Sleep and baby skull development
Sleeping on their backs can cause babies’ skulls to temporarily grow out of shape, known as plagiocephaly (flat head syndrome). You can avoid this by lying your baby’s head on the opposite side every time you place them down to sleep. The shape of your baby’s head will gradually become normal with time and almost never requires treatment.
To help avoid this happening, you can try ‘tummy time’ with your baby each day, by placing them on their tummy while awake, so they can play and explore. This is also a good way of training your baby’s stomach, back and neck muscles.
How to make your baby’s sleep safe
To ensure your baby is as safe as possible come bedtime, Liz Halliday has the following advice:
✔️ A cot that complies with British standards is considered a safe place for your baby to sleep. However, accidents can still happen. Make sure your cot has been properly assembled, so that baby can’t fall or get caught up in the bedding (pillows, toys and cot bumpers are not recommended), and hanging objects, such as curtains or blind pulls, are well away from the cot so the baby won’t become entangled.
✔️ The cot should be placed in the same room as an adult, as research suggests 75 per cent of daytime SIDS deaths occur when the baby is in a room away from adults, and 36 per cent of night time SIDS deaths might have been prevented if baby had been sharing a room with their parents.
✔️ If co-sleeping is being undertaken safely following the recommended guidelines, it is not currently considered to pose a significant SIDS risk. Do check the guidelines for situations when it is unsafe to co-sleep such as if you smoke or have taken drugs or drunk alcohol.
✔️ Babies should sleep on their back, to ensure they are unable to roll onto their tummy and subsequently smother themselves in blankets, or breathe in any vomit that they may bring up.

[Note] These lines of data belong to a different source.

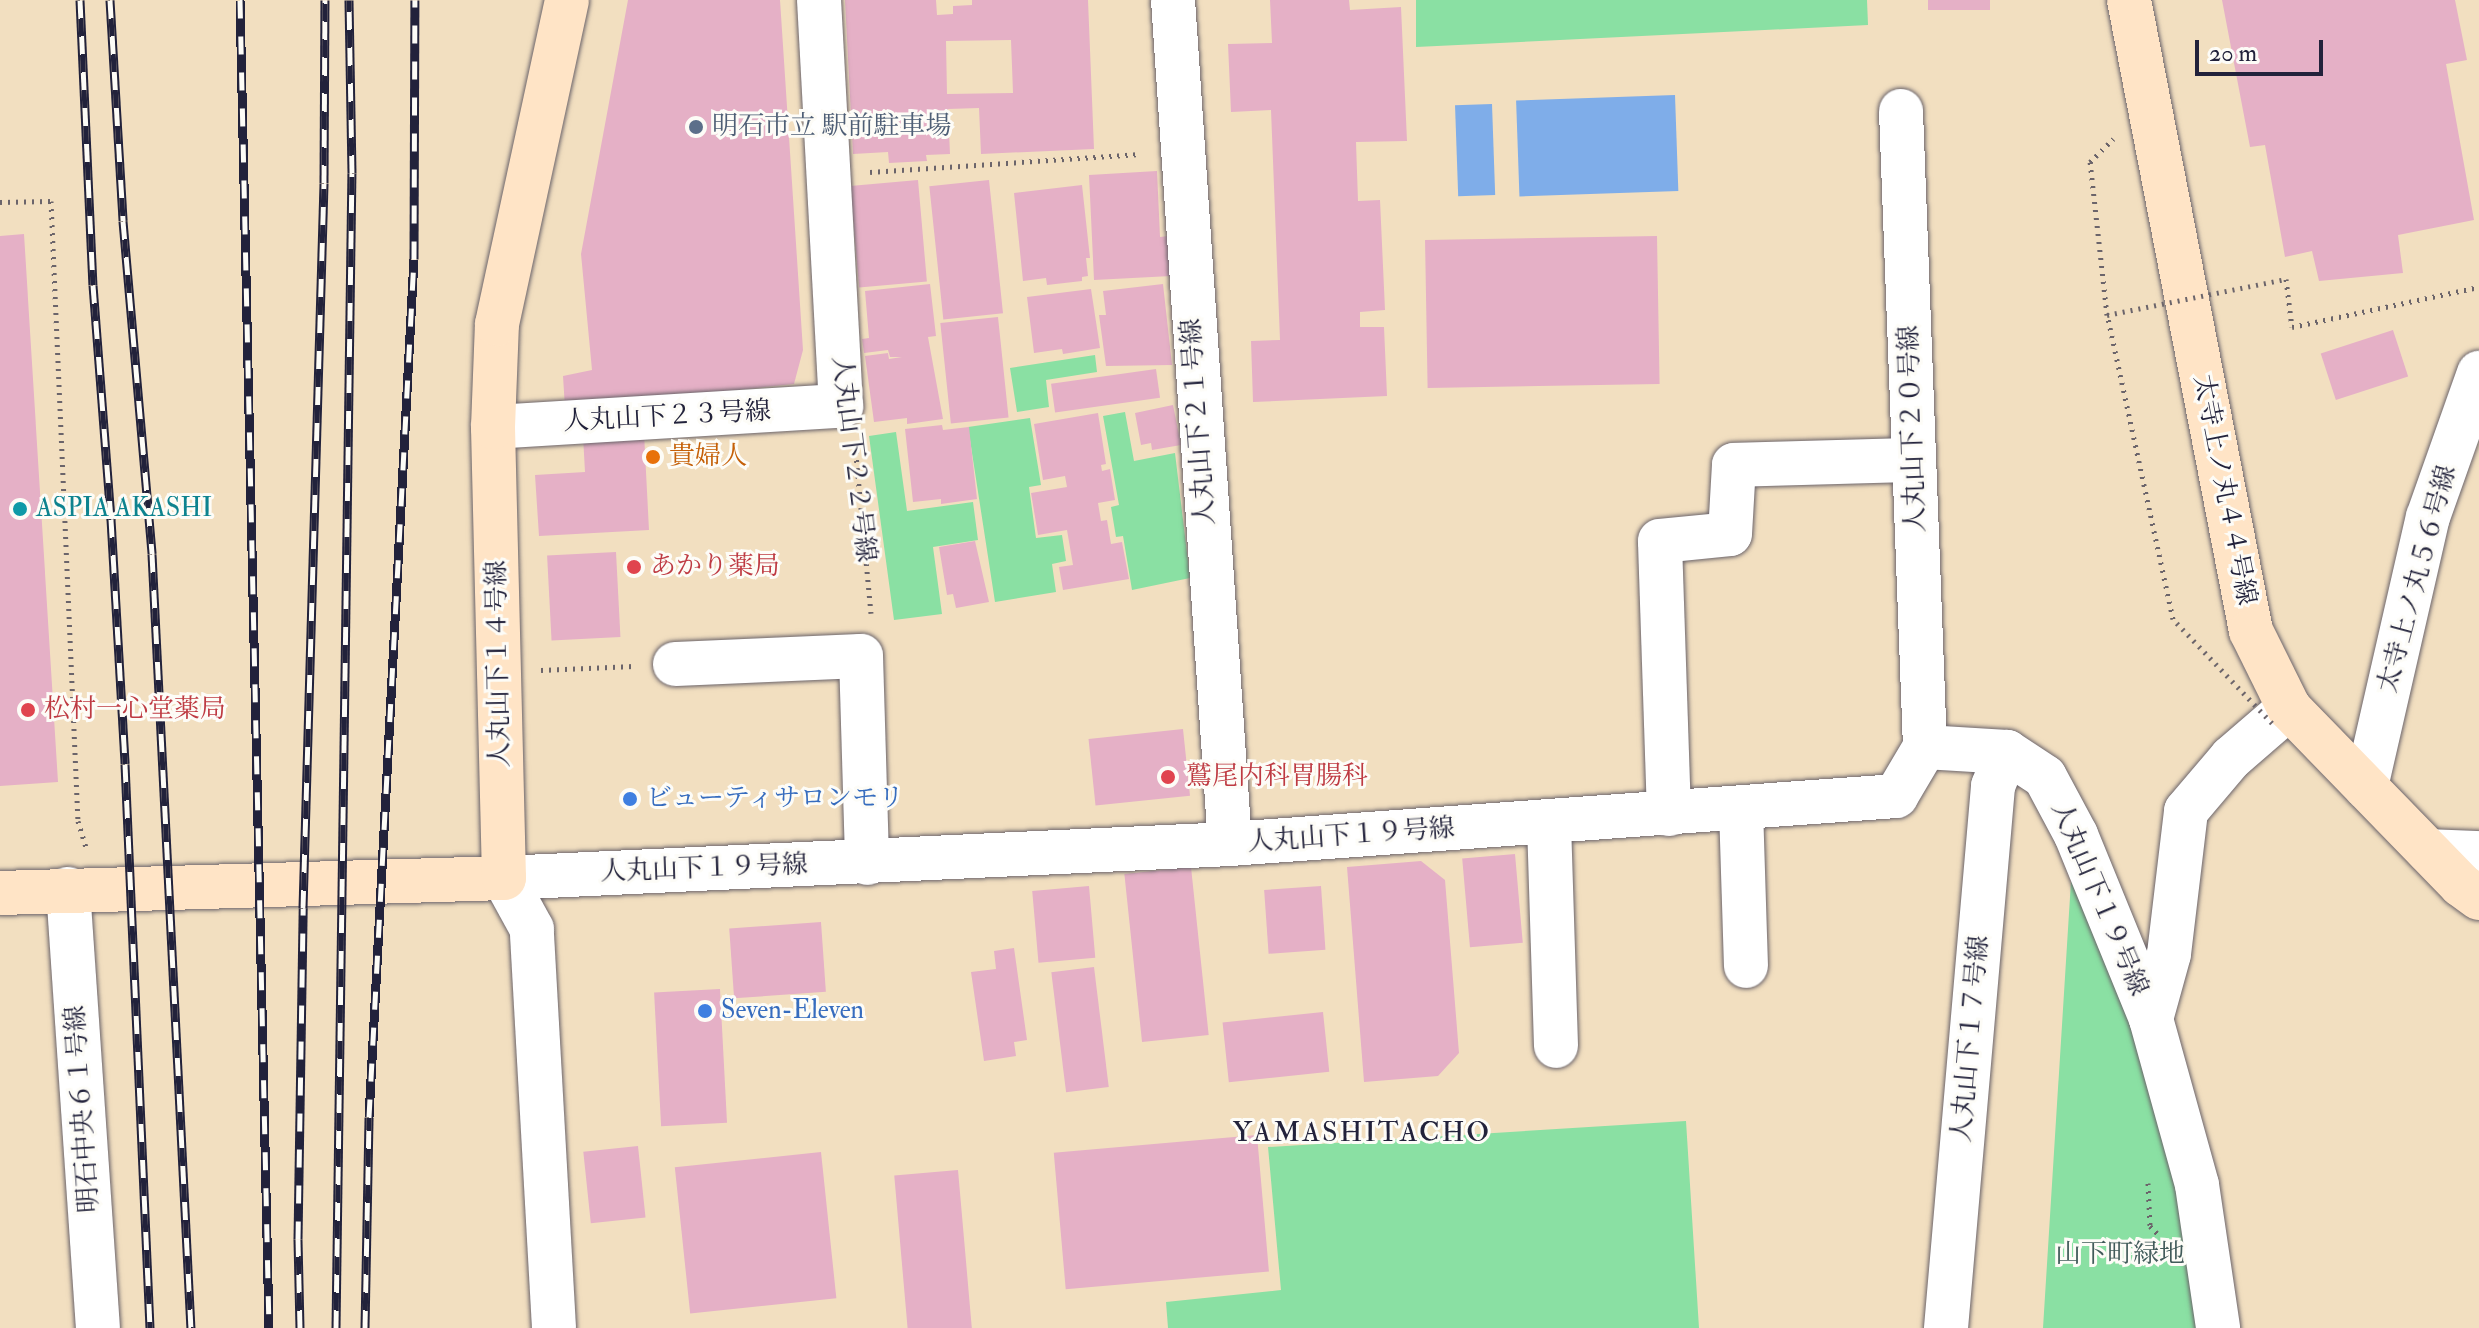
<!DOCTYPE html>
<meta charset="utf-8">
<style>
body{margin:0}
#map{position:relative;width:2479px;height:1328px;overflow:hidden;background:#f2dfc0;font-family:"IM FELL Double Pica","Noto Serif JP",serif}
div>[style]{position:absolute}
.green>*{inset:0;background:#8ae0a3}
.water>*{inset:0;background:#7fade9;transform-origin:0 0}
.building>*{inset:0;background:#e5b0c6;transform-origin:0 0}
.path>*{height:5px;margin-top:-2.5px;transform-origin:0;background:repeating-linear-gradient(90deg,#6b646a 0 2px,transparent 0 8px)}
.roads{filter:drop-shadow(0 0 2px #6b646a) drop-shadow(0 0 2px #6b646a)}
.street>*{height:44px;margin:-22px;padding:0 22px;transform-origin:22px;border-radius:22px;background:#fff}
.secondary>*{height:44px;margin:-22px;padding:0 22px;transform-origin:22px;border-radius:22px;background:#ffe4c6}
.rail>*{height:9px;margin-top:-4.5px;transform-origin:0;background:repeating-linear-gradient(90deg,#fdfcf7 0 18px,#22223b 0 36px);box-sizing:border-box;border-block:2px solid #22223b}
.path-bridge>*{height:5px;margin-top:-2.5px;transform-origin:0;background:repeating-linear-gradient(90deg,#6b646a 0 2px,transparent 0 8px)}
.dots>*{width:22px;height:22px;translate:-50% -50%;box-sizing:border-box;border:4px solid #fdfcf7;border-radius:50%}
span{translate:-50% -50%;white-space:nowrap;text-align:center;line-height:1.15;-webkit-text-stroke:6px #fdfcf7;paint-order:stroke}
.service-label{font-size:26px;color:#4e5e75}
.left{translate:0 -50%;text-align:left}
.street-label{font-size:26px;color:#22223b}
.food-label{font-size:26px;color:#c56008}
.culture-label{font-size:26px;color:#0d838f}
.health-label{font-size:26px;color:#be3a42}
.shop-label{font-size:26px;color:#366cbe}
.park-label{font-size:26px;color:#415b5a}
.neighbourhood-label{font-size:28px;color:#22223b;letter-spacing:2px}
.scale{position:absolute;left:2195px;top:40px;width:128px;height:36px;box-sizing:border-box;border:4px solid #22223b;border-top:0;padding-left:10px;font-size:24px;line-height:28px;white-space:nowrap;color:#22223b;-webkit-text-stroke:6px #fdfcf7;paint-order:stroke}
</style>
<div id="map">
<div class="green">
<div style="clip-path:polygon(1416px 0,1867px 0,1868px 25px,1416px 47px)"></div>
<div style="clip-path:polygon(1095px 355px,1097px 372px,1046px 380px,1049px 407px,1017px 412px,1010px 368px)"></div>
<div style="clip-path:polygon(1125px 412px,1134px 461px,1175px 453px,1190px 578px,1132px 590px,1123px 536px,1116px 537px,1111px 507px,1119px 505px,1103px 416px)"></div>
<div style="clip-path:polygon(1030px 418px,1041px 485px,1029px 487px,1036px 538px,1062px 535px,1066px 561px,1052px 564px,1056px 592px,995px 602px,968px 427px)"></div>
<div style="clip-path:polygon(896px 432px,907px 511px,973px 502px,978px 540px,933px 547px,942px 614px,894px 620px,869px 436px)"></div>
<div style="clip-path:polygon(2071px 881px,2126px 993px,2176px 1175px,2205px 1328px,2043px 1328px)"></div>
<div style="clip-path:polygon(1686px 1121px,1699px 1328px,1168px 1328px,1166px 1302px,1281px 1290px,1268px 1147px)"></div>
</div>
<div class="water">
<div style="left:1675px;top:95px;width:96px;height:159px;rotate:88deg"></div>
<div style="left:1492px;top:104px;width:91px;height:37px;rotate:88deg"></div>
</div>
<div class="building">
<div style="clip-path:polygon(628px 0,780px 0,803px 350px,794px 384px,565px 408px,563px 376px,592px 370px,581px 254px)"></div>
<div style="clip-path:polygon(evenodd,845px 0,936px 0,937px 15px,953px 14px,953px 6px,972px 5px,972px 0,1088px 0,1094px 149px,981px 154px,979px 108px,948px 109px,950px 154px,926px 155px,927px 161px,889px 163px,888px 152px,853px 154px,845px 0,1011px 40px,1013px 93px,947px 94px,946px 41px,1011px 40px)"></div>
<div style="clip-path:polygon(1270px 0,1349px 0,1350px 10px,1401px 7px,1407px 141px,1356px 142px,1358px 201px,1380px 200px,1385px 310px,1360px 312px,1360px 327px,1384px 327px,1387px 396px,1253px 402px,1251px 341px,1280px 340px,1271px 110px,1231px 112px,1228px 44px,1272px 43px)"></div>
<div style="left:1928px;top:0;width:62px;height:10px"></div>
<div style="clip-path:polygon(2222px 0,2455px 0,2467px 60px,2446px 64px,2474px 220px,2398px 235px,2403px 273px,2319px 281px,2312px 251px,2285px 257px,2265px 145px,2250px 147px)"></div>
<div style="clip-path:polygon(1157px 171px,1160px 237px,1168px 236px,1171px 276px,1094px 280px,1089px 175px)"></div>
<div style="left:918px;top:180px;width:102px;height:68px;rotate:85deg"></div>
<div style="left:989px;top:180px;width:134px;height:60px;rotate:84deg"></div>
<div style="clip-path:polygon(1082px 185px,1090px 258px,1086px 258px,1088px 276px,1082px 277px,1082px 281px,1047px 285px,1046px 278px,1023px 281px,1014px 193px)"></div>
<div style="clip-path:polygon(24px 234px,58px 782px,0 786px,0 236px)"></div>
<div style="left:1657px;top:236px;width:148px;height:232px;rotate:89deg"></div>
<div style="clip-path:polygon(930px 284px,936px 336px,928px 337px,943px 419px,907px 424px,907px 418px,874px 422px,865px 356px,888px 353px,889px 359px,902px 357px,890px 357px,888px 350px,864px 353px,862px 339px,869px 338px,865px 291px)"></div>
<div style="clip-path:polygon(1163px 284px,1172px 365px,1106px 366px,1099px 315px,1106px 315px,1103px 291px)"></div>
<div style="clip-path:polygon(1091px 289px,1100px 348px,1063px 354px,1062px 349px,1034px 353px,1027px 297px)"></div>
<div style="left:998px;top:317px;width:101px;height:58px;rotate:84deg"></div>
<div style="left:2393px;top:330px;width:49px;height:76px;rotate:72deg"></div>
<div style="left:1156px;top:369px;width:29px;height:106px;rotate:82deg"></div>
<div style="clip-path:polygon(1173px 405px,1181px 445px,1152px 450px,1151px 443px,1141px 445px,1135px 413px)"></div>
<div style="clip-path:polygon(1098px 413px,1106px 464px,1101px 465px,1102px 471px,1110px 469px,1115px 500px,1098px 503px,1101px 521px,1107px 520px,1111px 544px,1122px 542px,1129px 579px,1063px 590px,1059px 567px,1073px 565px,1067px 530px,1038px 535px,1031px 493px,1067px 487px,1065px 476px,1043px 480px,1034px 424px)"></div>
<div style="clip-path:polygon(942px 425px,943px 430px,969px 427px,977px 499px,941px 504px,941px 499px,913px 502px,905px 429px)"></div>
<div style="clip-path:polygon(644px 433px,649px 530px,539px 536px,535px 475px,585px 472px,583px 436px)"></div>
<div style="clip-path:polygon(975px 541px,989px 602px,956px 608px,953px 594px,947px 595px,939px 547px)"></div>
<div style="left:616px;top:552px;width:85px;height:69px;rotate:87deg"></div>
<div style="left:1183px;top:729px;width:67px;height:95px;rotate:84deg"></div>
<div style="left:1515px;top:854px;width:89px;height:53px;rotate:85deg"></div>
<div style="clip-path:polygon(1421px 861px,1445px 880px,1459px 1053px,1438px 1076px,1364px 1082px,1347px 867px)"></div>
<div style="left:1191px;top:867px;width:169px;height:67px;rotate:84deg"></div>
<div style="left:1089px;top:886px;width:72px;height:57px;rotate:85deg"></div>
<div style="left:1321px;top:886px;width:64px;height:57px;rotate:86deg"></div>
<div style="left:821px;top:922px;width:70px;height:92px;rotate:86deg"></div>
<div style="clip-path:polygon(1014px 948px,1027px 1040px,1014px 1042px,1016px 1056px,984px 1061px,971px 972px,996px 969px,994px 951px)"></div>
<div style="left:1094px;top:967px;width:121px;height:43px;rotate:83deg"></div>
<div style="left:720px;top:989px;width:134px;height:66px;rotate:87deg"></div>
<div style="left:1323px;top:1012px;width:60px;height:101px;rotate:84deg"></div>
<div style="left:1257px;top:1135px;width:137px;height:204px;rotate:85deg"></div>
<div style="left:638px;top:1146px;width:72px;height:55px;rotate:84deg"></div>
<div style="left:821px;top:1152px;width:147px;height:147px;rotate:84deg"></div>
<div style="left:958px;top:1170px;width:159px;height:64px;rotate:85deg"></div>
</div>
<div class="path">
<div style="left:870px;top:172px;width:271px;rotate:-3.8deg"></div>
<div style="left:0;top:202px;width:51px;rotate:-1.1deg"></div>
<div style="left:51px;top:201px;width:621px;rotate:87.51deg"></div>
<div style="left:78px;top:821px;width:27px;rotate:73deg"></div>
<div style="left:2286px;top:279px;width:48px;rotate:82.9deg"></div>
<div style="left:2292px;top:327px;width:191px;rotate:-12.1deg"></div>
<div style="left:2107px;top:315px;width:154px;rotate:-96.3deg"></div>
<div style="left:2090px;top:162px;width:33px;rotate:-45deg"></div>
<div style="left:855px;top:444px;width:170px;rotate:84.6deg"></div>
<div style="left:541px;top:670px;width:93px;rotate:-2.5deg"></div>
<div style="left:2148px;top:1183px;width:43px;rotate:87.3deg"></div>
<div style="left:2150px;top:1226px;width:14px;rotate:45deg"></div>
</div>
<div class="roads">
<div class="street">
<div style="left:1173px;top:0;width:846px;rotate:86.14deg"></div>
<div style="left:1901px;top:111px;width:636px;rotate:87.84deg"></div>
<div style="left:493px;top:427px;width:349px;rotate:-3.5deg"></div>
<div style="left:841px;top:406px;width:407px;rotate:-93.1deg"></div>
<div style="left:675px;top:664px;width:186px;rotate:-2.5deg"></div>
<div style="left:861px;top:656px;width:207px;rotate:88.3deg"></div>
<div style="left:2366px;top:787px;width:277px;rotate:-77.1deg"></div>
<div style="left:2428px;top:517px;width:153px;rotate:-70.5deg"></div>
<div style="left:1741px;top:808px;width:158px;rotate:88.2deg"></div>
<div style="left:1669px;top:814px;width:273px;rotate:-91.9deg"></div>
<div style="left:1660px;top:541px;width:70px;rotate:-5.7deg"></div>
<div style="left:1730px;top:534px;width:69px;rotate:-86.7deg"></div>
<div style="left:1734px;top:465px;width:180px;rotate:-1.6deg"></div>
<div style="left:1549px;top:823px;width:223px;rotate:88.2deg"></div>
<div style="left:2429px;top:851px;width:50px;rotate:2.3deg"></div>
<div style="left:68px;top:889px;width:440px;rotate:86.1deg"></div>
<div style="left:2151px;top:1019px;width:172px;rotate:74.5deg"></div>
<div style="left:2197px;top:1185px;width:145px;rotate:81.6deg"></div>
<div style="left:554px;top:1328px;width:400px;rotate:-93.2deg"></div>
<div style="left:532px;top:929px;width:58px;rotate:-118.8deg"></div>
<div style="left:504px;top:878px;width:727px;rotate:-2.68deg"></div>
<div style="left:1230px;top:844px;width:668px;rotate:-4.12deg"></div>
<div style="left:1896px;top:796px;width:57px;rotate:-59.4deg"></div>
<div style="left:1925px;top:747px;width:82px;rotate:3.5deg"></div>
<div style="left:2007px;top:752px;width:45px;rotate:33.3deg"></div>
<div style="left:2045px;top:777px;width:66px;rotate:61.9deg"></div>
<div style="left:2076px;top:835px;width:199px;rotate:67.8deg"></div>
<div style="left:2151px;top:1019px;width:67px;rotate:-74.5deg"></div>
<div style="left:2169px;top:954px;width:144px;rotate:-83.2deg"></div>
<div style="left:2186px;top:811px;width:70px;rotate:-49.7deg"></div>
<div style="left:2231px;top:758px;width:77px;rotate:-40.8deg"></div>
<div style="left:1946px;top:1328px;width:544px;rotate:-85.04deg"></div>
<div style="left:1993px;top:786px;width:37px;rotate:-68deg"></div>
</div>
<div class="secondary">
<div style="left:2129px;top:0;width:643px;rotate:79.06deg"></div>
<div style="left:2251px;top:631px;width:86px;rotate:63.7deg"></div>
<div style="left:2289px;top:708px;width:247px;rotate:45.8deg"></div>
<div style="left:2461px;top:885px;width:22px;rotate:36deg"></div>
<div style="left:0;top:893px;width:504px;rotate:-1.7deg"></div>
<div style="left:504px;top:878px;width:451px;rotate:-91.4deg"></div>
<div style="left:493px;top:427px;width:103px;rotate:-87.8deg"></div>
<div style="left:497px;top:324px;width:331px;rotate:-77.8deg"></div>
</div>
</div>
<div class="rail">
<div style="left:80px;top:0;width:285px;rotate:87.4deg"></div>
<div style="left:93px;top:285px;width:235px;rotate:85.6deg"></div>
<div style="left:111px;top:519px;width:245px;rotate:86.7deg"></div>
<div style="left:125px;top:764px;width:565px;rotate:87.46deg"></div>
<div style="left:110px;top:0;width:221px;rotate:86.6deg"></div>
<div style="left:123px;top:221px;width:334px;rotate:85deg"></div>
<div style="left:152px;top:554px;width:775px;rotate:87.12deg"></div>
<div style="left:240px;top:0;width:1328px;rotate:88.75deg"></div>
<div style="left:300px;top:1328px;width:89px;rotate:-91.3deg"></div>
<div style="left:298px;top:1239px;width:331px;rotate:-89.1deg"></div>
<div style="left:303px;top:908px;width:725px;rotate:-88.34deg"></div>
<div style="left:324px;top:183px;width:183px;rotate:-89.7deg"></div>
<div style="left:336px;top:1328px;width:1155px;rotate:-89.21deg"></div>
<div style="left:352px;top:173px;width:173px;rotate:-91deg"></div>
<div style="left:365px;top:1328px;width:211px;rotate:-88.9deg"></div>
<div style="left:369px;top:1117px;width:859px;rotate:-87deg"></div>
<div style="left:414px;top:259px;width:259px;rotate:-89.8deg"></div>
</div>
<div class="path-bridge">
<div style="left:2272px;top:723px;width:144px;rotate:-133.6deg"></div>
<div style="left:2173px;top:619px;width:311px;rotate:-102.2deg"></div>
<div style="left:2107px;top:315px;width:183px;rotate:-11.4deg"></div>
</div>
<div class="dots">
<div style="left:696px;top:127px;background:#5c6f8a"></div>
<div style="left:653px;top:457px;background:#e8710a"></div>
<div style="left:20px;top:509px;background:#0f9aa8"></div>
<div style="left:634px;top:567px;background:#e0444e"></div>
<div style="left:28px;top:710px;background:#e0444e"></div>
<div style="left:1168px;top:777px;background:#e0444e"></div>
<div style="left:630px;top:799px;background:#3f7fe0"></div>
<div style="left:705px;top:1011px;background:#3f7fe0"></div>
</div>
<div class="service-label">
<span class="left" style="left:712px;top:127px">明石市立 駅前駐車場</span>
</div>
<div class="street-label">
<span style="left:667px;top:417px;rotate:-3deg">人丸山下２３号線</span>
<span style="left:1199px;top:422px;rotate:-94deg">人丸山下２１号線</span>
<span style="left:1913px;top:429px;rotate:-92deg">人丸山下２０号線</span>
<span style="left:853px;top:459px;rotate:83deg">人丸山下２２号線</span>
<span style="left:2224px;top:490px;rotate:79deg">太寺上ノ丸４４号線</span>
<span style="left:2418px;top:579px;rotate:-75deg">太寺上ノ丸５６号線</span>
<span style="left:499px;top:664px;rotate:-91deg">人丸山下１４号線</span>
<span style="left:1351px;top:836px;rotate:-4deg">人丸山下１９号線</span>
<span style="left:704px;top:869px;rotate:-2deg">人丸山下１９号線</span>
<span style="left:2099px;top:899px;rotate:67deg">人丸山下１９号線</span>
<span style="left:1971px;top:1039px;rotate:-85deg">人丸山下１７号線</span>
<span style="left:83px;top:1109px;rotate:-94deg">明石中央６１号線</span>
</div>
<div class="food-label">
<span class="left" style="left:669px;top:457px">貴婦人</span>
</div>
<div class="culture-label">
<span class="left" style="left:36px;top:509px">ASPIA AKASHI</span>
</div>
<div class="health-label">
<span class="left" style="left:650px;top:567px">あかり薬局</span>
<span class="left" style="left:44px;top:710px">松村一心堂薬局</span>
<span class="left" style="left:1186px;top:777px">鷲尾内科胃腸科</span>
</div>
<div class="shop-label">
<span class="left" style="left:646px;top:799px">ビューティサロンモリ</span>
<span class="left" style="left:721px;top:1011px">Seven-Eleven</span>
</div>
<div class="park-label">
<span style="left:2120px;top:1255px">山下町緑地</span>
</div>
<div class="neighbourhood-label">
<span style="left:1362px;top:1133px">YAMASHITACHO</span>
</div>
<div class="scale">20 m</div>
</div>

✔️ When placing baby in their cot, follow the ‘feet to foot’ rule. When baby’s feet are to the foot of the cot, they are unable to wriggle down the bed and therefore cannot end up under blankets and smother themselves. Blankets should be tucked under their arms, to further avoid them riding up over the baby’s face.
✔️ Ideal room temperature is 16–20C. I’d advise the baby wear a nappy, vest and sleep suit, plus a lightweight sleeping bag OR two to four layers of well-fitting cellular blankets. If your room is colder, an extra layer of blankets should suffice, but babies should not sleep with hats or gloves on. If your room is too hot, reduce the bedding and clothing of your baby accordingly.